Broadband speed limited?

Oddly this all arose from the ethernet port on my main PC suddenly starting to fail. I considered this to be something I could easily fix by using a gigabit USB ethernet adapter and initially it worked and I got a gigabit connection. However it all came to an end when my broadband connection was limited to 100 mbps. I assumed it must be the adapter but having changed this 4 times they all suffer from the same problem, 1 gigabit then a sudden drop to 100 mbps. And it not just my PC my mobile phone initially had a 400 mbps connection then suddenly it's restricted to 100 mbps. Again the really infuriating thing is that when I used wifi on my main PC it has no problem maintaining a speed that I thin is reasonable considering the age of my PC and that's about 430-450 mbps second using the RealSpeed - SamKnows site. All my streaming devices are the same, great speeds at start then restricted to ~100 mbps. By the way I have a 1 gigabit broadband contract and a Hub 5 with a single Pod. All ethernet cables are Cat6 or Cat7 and all iperf3 and the CLI version of speedtest readings on my Raspberry 4 and other PCs are all about 950 mbps, i.e. what I expected. Any ideas what's going on?

  • The 94Mbps download is a common indication that something is limiting an ethernet connection to 100Mbps instead of 1000Mbps. This could be a faulty ethernet cable or the devices at either end. 

13 Replies

  • This is with the gigabit adapter aattached and wifi disabled.

    How do you insert the DownStream and UpStream?

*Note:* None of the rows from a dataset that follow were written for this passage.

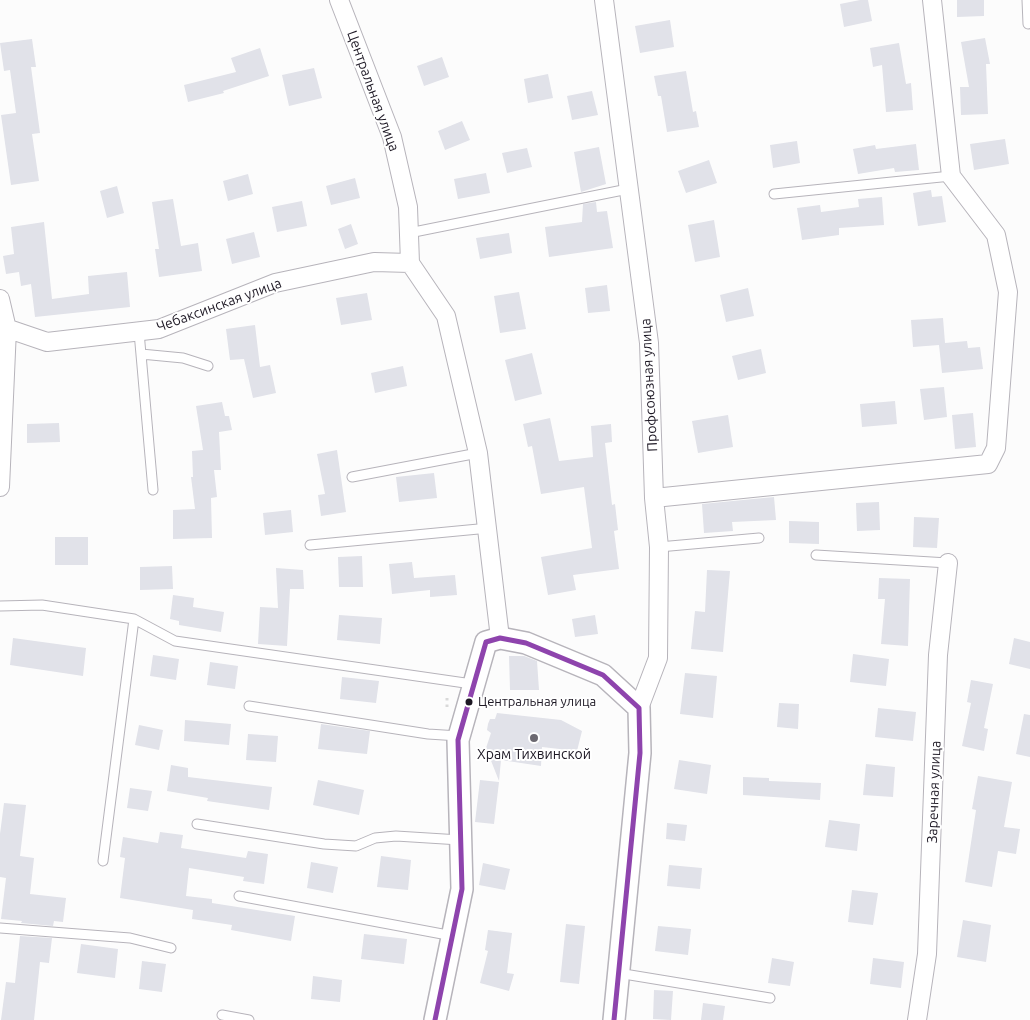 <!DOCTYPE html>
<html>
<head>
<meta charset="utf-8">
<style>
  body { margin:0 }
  canvas { display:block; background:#fcfcfc }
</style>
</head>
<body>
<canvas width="1030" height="1020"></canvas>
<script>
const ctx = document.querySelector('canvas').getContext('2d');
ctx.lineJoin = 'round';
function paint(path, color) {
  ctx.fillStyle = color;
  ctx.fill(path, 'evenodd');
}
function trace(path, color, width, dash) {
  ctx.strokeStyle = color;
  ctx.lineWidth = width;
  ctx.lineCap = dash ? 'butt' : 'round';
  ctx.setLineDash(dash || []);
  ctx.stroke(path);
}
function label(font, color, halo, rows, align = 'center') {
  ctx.font = font + ' Ubuntu,sans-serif';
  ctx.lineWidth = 4;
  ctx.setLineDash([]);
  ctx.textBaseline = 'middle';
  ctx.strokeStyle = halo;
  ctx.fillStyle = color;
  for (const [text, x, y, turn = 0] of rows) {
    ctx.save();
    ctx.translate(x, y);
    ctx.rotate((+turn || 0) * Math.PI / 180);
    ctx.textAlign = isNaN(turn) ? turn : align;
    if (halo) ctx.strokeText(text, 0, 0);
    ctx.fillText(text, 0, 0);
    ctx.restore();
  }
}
paint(new Path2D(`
  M860 0H868L872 21 844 27 840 4Z
  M957 0H984V16L957 17Z
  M670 20 674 47 640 53 635 26Z
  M985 38 990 64H986L988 114 961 115 960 87H969L961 42Z
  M32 39 36 67H31L40 133 32 134 39 181 11 185 1 115 16 113 10 70 4 71 0 43Z
  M899 43 906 84 911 83 913 110 886 112 882 65 873 67 870 48Z
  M260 48 269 76 223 91 224 93 188 102 184 85 236 72 231 58Z
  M442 57 449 77 424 86 417 66Z
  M314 68 322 98 289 106 282 75Z
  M686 71 693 112 696 111 699 127 667 132 661 96H658L654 76Z
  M548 74 553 98 528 103 524 79Z
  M592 91 598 115 572 120 567 96Z
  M462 121 470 140 445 150 438 131Z
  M1005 139 1009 164 974 170 970 144Z
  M797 141 800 163 773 168 770 145Z
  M916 144 919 170 895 172 894 168 858 174 853 149 875 145 876 149Z
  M599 147 606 184 581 192 574 152Z
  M527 148 532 167 507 173 502 153Z
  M709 160 717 183 686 193 678 171Z
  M486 173 490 193 458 199 454 179Z
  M248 174 253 194 228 201 223 181Z
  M355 178 360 198 331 205 326 186Z
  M117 186 124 213 107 218 100 191Z
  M931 190 932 197 942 196 946 222 918 226 913 193Z
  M882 197 884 225 839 228V235L802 240 797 208 820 205 821 212 859 207 858 199Z
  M173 199 181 246 198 243 202 271 159 277 155 249H159L152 202Z
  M302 201 307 226 277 232 272 207Z
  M596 202 597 212 607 211 613 248 549 257 545 227 582 222 583 204Z
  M714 220 720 257 695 262 688 225Z
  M44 222 52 299 89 294 88 276 127 272 130 307 35 317 31 284 21 286 19 272 6 274 3 256 14 254 11 227Z
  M351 224 358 244 345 249 338 229Z
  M254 232 260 257 232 264 226 239Z
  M509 233 512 253 480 259 476 238Z
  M607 285 610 311 588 313 585 288Z
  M748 288 754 316 726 322 720 295Z
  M519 292 526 329 500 333 494 296Z
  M367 293 372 320 341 325 336 298Z
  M943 318 945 343 967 341 968 348 980 347 983 369 942 373 939 345 913 347 911 320Z
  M255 325 260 367 270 365 276 393 253 398 244 359 230 360 226 329Z
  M761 349 766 373 738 380 732 356Z
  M532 353 542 394 515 401 505 360Z
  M403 366 407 386 375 393 371 373Z
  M944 387 947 417 924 420 920 389Z
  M895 401 897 424 862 427 860 404Z
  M222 402 225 416H229L232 430 219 432 221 470H214L217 497 211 498 212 538 173 539V510L195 509 191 477H193L192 451 203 450 196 406Z
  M973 413 976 447 955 449 952 415Z
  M728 415 733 447 698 453 692 421Z
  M550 418 559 461 593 457 591 426 611 424 612 442 605 443 612 505 615 504 618 530 614 531 619 569 573 575 576 590 548 595 541 557 592 548 584 487 541 494 532 446 528 447 523 424Z
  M59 423 60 442 27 443V424Z
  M337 450 346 512 321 516 318 495 325 494 317 454Z
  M434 473 437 498 399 502 396 477Z
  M774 497 776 520 732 522 733 531 704 533 702 504Z
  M879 502 880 530 857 531 856 503Z
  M291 510 293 532 265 535 263 513Z
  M914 517 939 518 937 548 913 547Z
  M789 521 819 522V544L789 543Z
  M55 537H88V565H55Z
  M362 556 363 587H339L338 557Z
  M412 562 414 578 455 575 457 595 430 597V590L392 594 389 564Z
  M172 566 173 589 140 590V567Z
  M276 568 303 570 304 589H290L287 646 258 644 260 607 278 608Z
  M707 570 730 571 723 652 691 649 695 611 705 612Z
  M879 578 910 579 908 646 881 644 885 599H878Z
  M173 595 194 598 193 607 224 612 221 632 179 625V621L170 619Z
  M339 615 382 618 380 644 337 640Z
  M595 615 598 634 575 637 572 619Z
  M13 638 86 648 83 676 10 665Z
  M1014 638 1030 642V669L1009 664Z
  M853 654 889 659 886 686 850 682Z
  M153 655 179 659 176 680 150 676Z
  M509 656H524L537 661 539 690H510Z
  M210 662 238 666 235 689 207 685Z
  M685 673 717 676 713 718 680 714Z
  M342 677 379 681 376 703 340 699Z
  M971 680 993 684 984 728 988 729 984 751 962 746 971 703 967 702Z
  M779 703 799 704 798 729 777 727Z
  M878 708 916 712 913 741 875 737Z
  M497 713 561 720 582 731 577 751 542 747 541 766 501 760 499 781 486 748 491 733 487 730 488 724 490 719H495Z
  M1024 714 1030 715V757L1016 754Z
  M185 720 231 724 229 745 184 741Z
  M321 724 370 731 367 754 318 749Z
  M139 725 163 730 159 750 135 745Z
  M248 734 278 736 276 762 246 760Z
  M679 760 711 765 707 794 674 789Z
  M866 764 895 767 893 797 863 795Z
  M171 765 188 768V777L272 787 269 810 207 801 208 798 167 791Z
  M978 776 1012 782 1004 827 1020 829 1016 854 998 851 992 887 965 882 976 810 972 809Z
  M743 777 769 778V781L821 783 820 800 743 795Z
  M318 780 364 790 359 815 313 805Z
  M480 780 499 782 494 824 475 822Z
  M130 788 152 791 148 811 127 808Z
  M4 803 26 805 20 856 34 858 30 894 66 898 63 922 54 921 53 926 21 923 22 921 1 919 6 878 0 877V834Z
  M829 820 860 824 857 851 825 847Z
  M667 823 687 825 685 841 666 839Z
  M160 832 183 835 181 848 246 858 248 851 268 854 264 884 243 881 244 877 189 868 186 896 212 899V903L295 916 291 941 231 930 232 925 192 919 193 910 120 898 125 858 120 857 123 837 158 843Z
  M381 856 411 860 408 890 377 887Z
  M311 862 338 867 333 893 307 888Z
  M483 863 510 869 505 890 479 885Z
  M669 865 702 868 700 889 667 886Z
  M852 890 878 893 873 925 848 922Z
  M963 920 991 925 986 962 957 957Z
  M566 924 585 926 579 984 560 982Z
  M658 926 691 929 688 955 655 951Z
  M488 930 512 933 507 973 514 974 509 991 480 983 488 951 485 950Z
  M364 934 407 939 404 964 361 959Z
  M20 936 52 938 49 963 40 962 34 1020H1L6 982 15 983Z
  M81 944 118 949 115 978 77 973Z
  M772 958 794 962 790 986 768 983Z
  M873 958 904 962 901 988 870 984Z
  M142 961 166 964 162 992 139 989Z
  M313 976 342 980 340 1002 311 999Z
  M654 990 673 991 671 1020 653 1019Z
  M703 1003 725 1006 723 1020H701Z`), '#e1e2e9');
const service = new Path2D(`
  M1027 0 1028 24
  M774 194 951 176
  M409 233 628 189
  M139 332 153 490
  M141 354 183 358 208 366
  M352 477 478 453
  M310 545 489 528
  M659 547 759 538
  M816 555 948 563
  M0 606 42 605 134 619 175 641 472 684
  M249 706 428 734 459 736
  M197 824 324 844 356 846 375 838 396 836 460 840
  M103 861 134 619
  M239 896 453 936
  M0 928 130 938 171 948
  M618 973 770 998
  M222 1015 249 1020`);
const minor = new Path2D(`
  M339 0 392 137 408 207 410 263 446 316 478 453 500 638
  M604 0 649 343 654 498 659 547 658 658 639 708
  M0 299 7 329 0 487
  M0 326 47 342 159 329 275 283 374 262 410 263
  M654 498 988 464 996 448 1008 292 996 235 951 176 932 0
  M917 1020 927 954 938 655 948 563`);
const tertiary = new Path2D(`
  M435 1020 462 889 458 740 486 642 500 638 526 643 603 675 639 708 640 753 614 1020`);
trace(service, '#b7b4bb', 11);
trace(minor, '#b7b4bb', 20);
trace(tertiary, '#b7b4bb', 24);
trace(new Path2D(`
  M447 707V696`), '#d9d9d9', 3, [2.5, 4]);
trace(service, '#fff', 9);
trace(minor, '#fff', 18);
trace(tertiary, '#fff', 21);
trace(new Path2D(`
  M435 1020 462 889 458 740 486 642 500 638 526 643 603 675 639 708 640 753 614 1020`), '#8e44ad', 5);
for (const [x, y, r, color] of [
  [469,702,4.5,"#1d1824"],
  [534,738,5,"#6b6870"]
]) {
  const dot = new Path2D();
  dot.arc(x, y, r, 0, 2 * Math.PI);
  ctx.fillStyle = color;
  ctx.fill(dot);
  trace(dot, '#fff', 2);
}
label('13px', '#1d1824', '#fff', [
  ["Центральная улица",478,702]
], 'left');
label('14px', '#1d1824', '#fff', [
  ["Центральная улица",373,91,70],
  ["Чебаксинская улица",219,305,-20],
  ["Профсоюзная улица",649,385,-93],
  ["Заречная улица",934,792,-88]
]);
label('14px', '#1d1824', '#fff', [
  ["Храм Тихвинской",534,754]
]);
</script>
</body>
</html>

If a just copy the output from the Hub5 web interface I get a HTML error and the pubish is rejected. I've got PDF files but there seems to be no way to attach them to my reply.

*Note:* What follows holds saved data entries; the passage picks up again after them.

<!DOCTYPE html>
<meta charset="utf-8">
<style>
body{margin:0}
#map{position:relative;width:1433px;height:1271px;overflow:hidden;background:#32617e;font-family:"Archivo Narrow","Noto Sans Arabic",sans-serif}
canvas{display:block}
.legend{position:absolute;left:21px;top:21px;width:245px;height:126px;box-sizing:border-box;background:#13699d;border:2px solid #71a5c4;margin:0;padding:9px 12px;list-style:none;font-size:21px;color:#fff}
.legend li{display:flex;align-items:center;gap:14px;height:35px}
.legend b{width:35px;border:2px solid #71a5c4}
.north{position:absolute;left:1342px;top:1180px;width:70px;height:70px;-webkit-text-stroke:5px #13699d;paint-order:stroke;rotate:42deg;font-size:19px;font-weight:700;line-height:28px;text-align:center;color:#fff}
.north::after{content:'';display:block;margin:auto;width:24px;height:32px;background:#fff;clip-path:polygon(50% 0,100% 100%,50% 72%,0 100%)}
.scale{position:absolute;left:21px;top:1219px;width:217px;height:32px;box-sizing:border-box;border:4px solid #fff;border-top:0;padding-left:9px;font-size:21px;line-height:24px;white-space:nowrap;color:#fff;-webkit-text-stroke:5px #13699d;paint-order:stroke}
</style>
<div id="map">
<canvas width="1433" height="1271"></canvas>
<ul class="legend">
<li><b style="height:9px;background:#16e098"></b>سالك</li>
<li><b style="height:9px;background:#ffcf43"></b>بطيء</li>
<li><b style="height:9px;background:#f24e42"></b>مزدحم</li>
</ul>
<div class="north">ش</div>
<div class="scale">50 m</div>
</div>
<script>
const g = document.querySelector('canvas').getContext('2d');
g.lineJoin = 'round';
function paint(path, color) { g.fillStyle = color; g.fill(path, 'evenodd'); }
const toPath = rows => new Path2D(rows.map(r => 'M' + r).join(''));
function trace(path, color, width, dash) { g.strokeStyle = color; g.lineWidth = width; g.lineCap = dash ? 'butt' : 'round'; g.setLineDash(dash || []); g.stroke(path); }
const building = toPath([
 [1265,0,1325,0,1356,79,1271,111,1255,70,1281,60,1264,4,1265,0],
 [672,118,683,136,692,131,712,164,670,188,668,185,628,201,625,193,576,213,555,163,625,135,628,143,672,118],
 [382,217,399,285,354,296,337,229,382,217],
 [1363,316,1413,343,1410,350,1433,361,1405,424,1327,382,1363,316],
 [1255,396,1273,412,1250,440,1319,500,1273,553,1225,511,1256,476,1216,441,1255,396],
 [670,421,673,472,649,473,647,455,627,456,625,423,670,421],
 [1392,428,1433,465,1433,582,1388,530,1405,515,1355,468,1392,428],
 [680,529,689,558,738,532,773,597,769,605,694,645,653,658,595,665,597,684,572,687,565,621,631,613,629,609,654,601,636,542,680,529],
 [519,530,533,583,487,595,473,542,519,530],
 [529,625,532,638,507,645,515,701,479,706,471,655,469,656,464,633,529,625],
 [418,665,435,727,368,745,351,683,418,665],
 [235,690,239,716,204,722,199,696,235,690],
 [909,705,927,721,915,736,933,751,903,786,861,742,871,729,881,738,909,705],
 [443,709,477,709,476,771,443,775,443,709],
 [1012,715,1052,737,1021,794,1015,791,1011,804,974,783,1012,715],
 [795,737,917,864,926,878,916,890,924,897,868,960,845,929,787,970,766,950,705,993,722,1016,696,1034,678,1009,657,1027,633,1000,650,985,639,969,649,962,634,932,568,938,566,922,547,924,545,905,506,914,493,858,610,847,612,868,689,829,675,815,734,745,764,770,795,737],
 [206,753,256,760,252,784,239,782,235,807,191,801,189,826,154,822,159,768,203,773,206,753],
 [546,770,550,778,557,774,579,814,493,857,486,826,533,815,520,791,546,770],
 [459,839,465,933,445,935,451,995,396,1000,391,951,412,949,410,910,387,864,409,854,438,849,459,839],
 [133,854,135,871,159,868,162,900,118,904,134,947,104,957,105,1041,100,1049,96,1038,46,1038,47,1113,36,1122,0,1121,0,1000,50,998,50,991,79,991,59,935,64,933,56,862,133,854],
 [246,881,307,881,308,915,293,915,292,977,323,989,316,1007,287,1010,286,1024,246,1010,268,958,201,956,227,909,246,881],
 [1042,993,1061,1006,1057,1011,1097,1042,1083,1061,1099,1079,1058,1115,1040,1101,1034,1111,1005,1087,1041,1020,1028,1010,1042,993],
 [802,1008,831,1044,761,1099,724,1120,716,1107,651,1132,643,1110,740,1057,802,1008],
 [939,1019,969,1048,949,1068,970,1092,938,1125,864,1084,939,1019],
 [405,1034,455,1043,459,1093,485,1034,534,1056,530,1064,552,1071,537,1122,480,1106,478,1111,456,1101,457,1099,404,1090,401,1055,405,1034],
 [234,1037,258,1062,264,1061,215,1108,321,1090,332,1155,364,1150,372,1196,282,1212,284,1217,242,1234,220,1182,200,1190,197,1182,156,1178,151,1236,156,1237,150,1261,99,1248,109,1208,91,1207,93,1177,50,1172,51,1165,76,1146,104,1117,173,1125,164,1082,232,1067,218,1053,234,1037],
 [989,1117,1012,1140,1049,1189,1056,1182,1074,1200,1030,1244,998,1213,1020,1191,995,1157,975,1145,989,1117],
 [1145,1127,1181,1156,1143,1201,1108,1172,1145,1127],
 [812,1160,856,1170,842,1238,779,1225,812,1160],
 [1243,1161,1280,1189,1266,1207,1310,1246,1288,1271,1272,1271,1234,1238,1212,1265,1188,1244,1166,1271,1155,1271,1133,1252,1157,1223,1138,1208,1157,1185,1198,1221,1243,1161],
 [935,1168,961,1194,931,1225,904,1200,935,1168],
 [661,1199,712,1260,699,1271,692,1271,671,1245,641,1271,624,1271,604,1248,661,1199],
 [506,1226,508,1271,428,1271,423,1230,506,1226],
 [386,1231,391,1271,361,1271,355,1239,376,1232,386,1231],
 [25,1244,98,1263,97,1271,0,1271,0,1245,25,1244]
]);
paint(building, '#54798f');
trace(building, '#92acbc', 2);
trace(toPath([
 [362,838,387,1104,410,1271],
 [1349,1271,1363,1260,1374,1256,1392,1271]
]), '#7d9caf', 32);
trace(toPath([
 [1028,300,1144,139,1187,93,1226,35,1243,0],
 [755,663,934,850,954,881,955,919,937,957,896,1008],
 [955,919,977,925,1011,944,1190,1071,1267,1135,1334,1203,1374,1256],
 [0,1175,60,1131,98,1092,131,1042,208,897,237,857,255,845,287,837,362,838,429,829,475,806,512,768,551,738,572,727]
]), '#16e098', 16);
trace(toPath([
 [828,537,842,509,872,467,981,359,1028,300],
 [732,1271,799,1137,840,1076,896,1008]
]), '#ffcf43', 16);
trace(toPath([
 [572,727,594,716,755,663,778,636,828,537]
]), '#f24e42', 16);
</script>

    • carl_pearce's avatar
      carl_pearce
      Superstar

      Search for 'Powershell' on your PC, then select 'Windows PowerShell ISE'.

      Copy/paste the below code into the main window at the top, press the green 'Play' button, then copy/paste the results into a reply on here:

      $adapters = @((Get-NetAdapter).Name)

      For ($i = 0; $i -le $adapters.length-1; $i++) {
      Write-Host (Get-NetAdapter -Name $adapters[$i]).LinkSpeed;
      }

      An example on my PC:

       

       

  • legacy1's avatar
    legacy1
    Alessandro Volta

    Disable EEE (Energy Efficient Ethernet) or green Ethernet in your NIC settings  

    is your PC connected directly to the hub no wall socket?

    • Callinder's avatar
      Callinder
      Up to speed

      I just check the EEE status for my adapter and it's active, ie.e enable. I disabled it using the terminal and confirmed it's now disabled. However after restarting the network it's still showing a 100 mbps connection even though when EEE is active it reports being able to support 1 gigabit. I'll try rebooting and see what happens.

      My PC is connected to the Hub 5 via a gigabit switch and all other devices are connected at 1 gigabit

  • jpeg1's avatar
    jpeg1
    Alessandro Volta

    The 94Mbps download is a common indication that something is limiting an ethernet connection to 100Mbps instead of 1000Mbps. This could be a faulty ethernet cable or the devices at either end. 

  • Just did a speed check to show problem solved. Again thanks for the help/advice.